- Directed by: Leslie Small
- Written by: Leslie Small Timothy Allen Smith Zadia Ife
- Produced by: Melissa A. Young; Melvin Childs;
- Starring: Keri Hilson; Rotimi; Jason Mitchell; D.C. Young Fly; Katt Williams; LisaRaye McCoy; Keith Sweat;
- Cinematography: Keith Smith
- Edited by: Heath Ryan
- Music by: Alan Ari Lazar
- Production companies: Melvin Childs Presents Pace Pictures Rebellium Films
- Distributed by: Freestyle Releasing Global View Entertainment
- Release date: November 24, 2021;
- Running time: 109 minutes
- Country: United States
- Language: English
- Box office: $480,774

= For the Love of Money (2021 film) =

Thriller film by Leslie Small

For the Love of Money is a 2021 American crime thriller film directed by Leslie Small, who is also the co-writer along with Zadia Ife and Timothy Allen Smith.

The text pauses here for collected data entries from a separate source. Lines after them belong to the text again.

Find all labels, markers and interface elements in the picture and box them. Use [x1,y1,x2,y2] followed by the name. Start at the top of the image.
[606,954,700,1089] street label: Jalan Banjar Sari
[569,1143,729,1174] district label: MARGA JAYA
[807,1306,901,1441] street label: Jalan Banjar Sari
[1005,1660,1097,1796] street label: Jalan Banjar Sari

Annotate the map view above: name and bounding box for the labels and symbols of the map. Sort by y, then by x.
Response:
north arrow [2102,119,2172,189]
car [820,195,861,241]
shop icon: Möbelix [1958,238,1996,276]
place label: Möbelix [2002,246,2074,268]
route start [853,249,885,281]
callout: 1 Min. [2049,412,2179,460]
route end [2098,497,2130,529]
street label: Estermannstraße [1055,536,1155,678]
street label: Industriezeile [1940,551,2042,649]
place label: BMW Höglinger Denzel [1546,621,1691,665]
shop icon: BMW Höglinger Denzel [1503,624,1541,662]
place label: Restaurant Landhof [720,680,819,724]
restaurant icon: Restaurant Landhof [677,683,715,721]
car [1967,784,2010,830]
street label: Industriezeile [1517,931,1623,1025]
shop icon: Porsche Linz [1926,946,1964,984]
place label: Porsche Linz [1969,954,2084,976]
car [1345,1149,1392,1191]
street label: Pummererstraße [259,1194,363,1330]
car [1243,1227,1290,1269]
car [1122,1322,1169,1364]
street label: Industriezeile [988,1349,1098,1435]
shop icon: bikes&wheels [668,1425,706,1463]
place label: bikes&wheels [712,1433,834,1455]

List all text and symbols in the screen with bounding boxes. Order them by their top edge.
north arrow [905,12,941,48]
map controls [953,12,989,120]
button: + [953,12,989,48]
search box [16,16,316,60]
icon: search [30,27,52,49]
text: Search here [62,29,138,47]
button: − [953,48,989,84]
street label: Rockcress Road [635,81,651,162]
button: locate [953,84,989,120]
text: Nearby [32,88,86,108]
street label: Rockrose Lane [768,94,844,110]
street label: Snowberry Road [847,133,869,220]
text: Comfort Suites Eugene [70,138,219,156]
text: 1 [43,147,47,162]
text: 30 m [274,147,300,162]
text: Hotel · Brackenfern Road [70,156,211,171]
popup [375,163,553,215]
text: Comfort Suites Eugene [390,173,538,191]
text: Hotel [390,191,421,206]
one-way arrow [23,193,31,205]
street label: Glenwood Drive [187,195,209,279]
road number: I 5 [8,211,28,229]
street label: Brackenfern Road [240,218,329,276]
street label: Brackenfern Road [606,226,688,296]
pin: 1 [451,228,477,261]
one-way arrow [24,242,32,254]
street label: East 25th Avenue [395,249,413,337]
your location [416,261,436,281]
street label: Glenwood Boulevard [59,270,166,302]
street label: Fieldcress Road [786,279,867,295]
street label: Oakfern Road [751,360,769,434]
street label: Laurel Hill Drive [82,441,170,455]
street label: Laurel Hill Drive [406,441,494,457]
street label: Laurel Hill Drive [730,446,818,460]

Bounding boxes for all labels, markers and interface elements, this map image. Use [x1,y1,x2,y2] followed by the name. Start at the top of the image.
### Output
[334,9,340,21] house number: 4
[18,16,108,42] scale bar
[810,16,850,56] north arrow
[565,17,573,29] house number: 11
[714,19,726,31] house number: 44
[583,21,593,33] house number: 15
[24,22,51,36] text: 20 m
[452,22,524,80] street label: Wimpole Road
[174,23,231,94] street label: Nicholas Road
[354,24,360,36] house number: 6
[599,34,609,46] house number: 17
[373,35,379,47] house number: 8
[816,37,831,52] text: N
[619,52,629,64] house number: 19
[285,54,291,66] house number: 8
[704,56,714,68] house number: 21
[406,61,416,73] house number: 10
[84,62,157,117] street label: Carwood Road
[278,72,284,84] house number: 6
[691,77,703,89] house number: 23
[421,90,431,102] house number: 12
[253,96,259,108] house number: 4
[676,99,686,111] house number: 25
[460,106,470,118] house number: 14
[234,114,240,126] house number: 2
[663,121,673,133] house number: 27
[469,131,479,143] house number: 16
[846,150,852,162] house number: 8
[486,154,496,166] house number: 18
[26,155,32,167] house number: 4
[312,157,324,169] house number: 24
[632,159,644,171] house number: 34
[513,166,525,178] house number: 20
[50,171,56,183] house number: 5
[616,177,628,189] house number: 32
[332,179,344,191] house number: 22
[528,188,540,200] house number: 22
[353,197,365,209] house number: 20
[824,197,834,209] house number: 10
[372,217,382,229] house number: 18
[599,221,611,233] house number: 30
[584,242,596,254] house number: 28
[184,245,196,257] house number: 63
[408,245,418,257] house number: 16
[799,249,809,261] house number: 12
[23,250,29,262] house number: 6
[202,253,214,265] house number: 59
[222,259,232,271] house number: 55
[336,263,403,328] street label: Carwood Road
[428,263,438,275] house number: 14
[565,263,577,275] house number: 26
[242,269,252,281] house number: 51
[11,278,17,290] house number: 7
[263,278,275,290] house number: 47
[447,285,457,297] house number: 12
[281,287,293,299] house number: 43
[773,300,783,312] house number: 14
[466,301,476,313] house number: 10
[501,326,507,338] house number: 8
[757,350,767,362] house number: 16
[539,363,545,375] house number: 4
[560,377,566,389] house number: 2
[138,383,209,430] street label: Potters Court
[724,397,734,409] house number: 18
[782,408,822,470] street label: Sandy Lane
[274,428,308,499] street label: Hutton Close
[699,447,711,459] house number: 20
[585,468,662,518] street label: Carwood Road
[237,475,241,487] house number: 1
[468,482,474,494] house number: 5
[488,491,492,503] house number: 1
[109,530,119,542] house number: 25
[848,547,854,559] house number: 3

The film stars Keri Hilson, Rotimi, Jason Mitchell, D.C. Young Fly, Katt Williams, LisaRaye McCoy and Keith Sweat. Hilson makes her big screen debut as a lead actress in this film playing single mother who faces a custody battle with her husband and the weight of mounting financial problems.

The film was released in selected theatres on November 24, 2021, by Freestyle Releasing. It grossed $480,774. For the Love of Money later was released on Blu-ray, digital and DVD on March 22, 2022, by Lionsgate Home Entertainment.

==Cast==
- Keri Hilson as Gigi Davis
- Rotimi as Tre
- Jason Mitchell as Gregory
- D.C. Young Fly as Bobby
- Katt Williams as Pastor G
- LisaRaye McCoy as Dahlia
- Keith Sweat as Chris

Singers Lyfe Jennings and Latto also appear as themselves in uncredited cameos.

== Reception==
Film critic Roger Moore of Movie Nation wrote in his review: "All that a cast filled with music personalities adds to the dull, trashy money-laundering melodrama “For the Love of Money” is the occasional pause for a song. And the last thing this movie should do is pause. It's just as well that so much of the acting is handled by non-actors, as it'd be a shame to burn through the Screen Actors’ Guild's finest trying to wring something out of this sloppy, cliche-ridden script." Amari Allah from Wherever I Look gave it a positive review and praised Katt Williams's performance, writing:

Katt Williams playing cool, calm, collected, with someone as an enforcer, is the most hilarious thing to watch – and the man doesn’t tell one joke. I’d even say, if this was made into a series, like True To The Game, he’d have to be a focal point."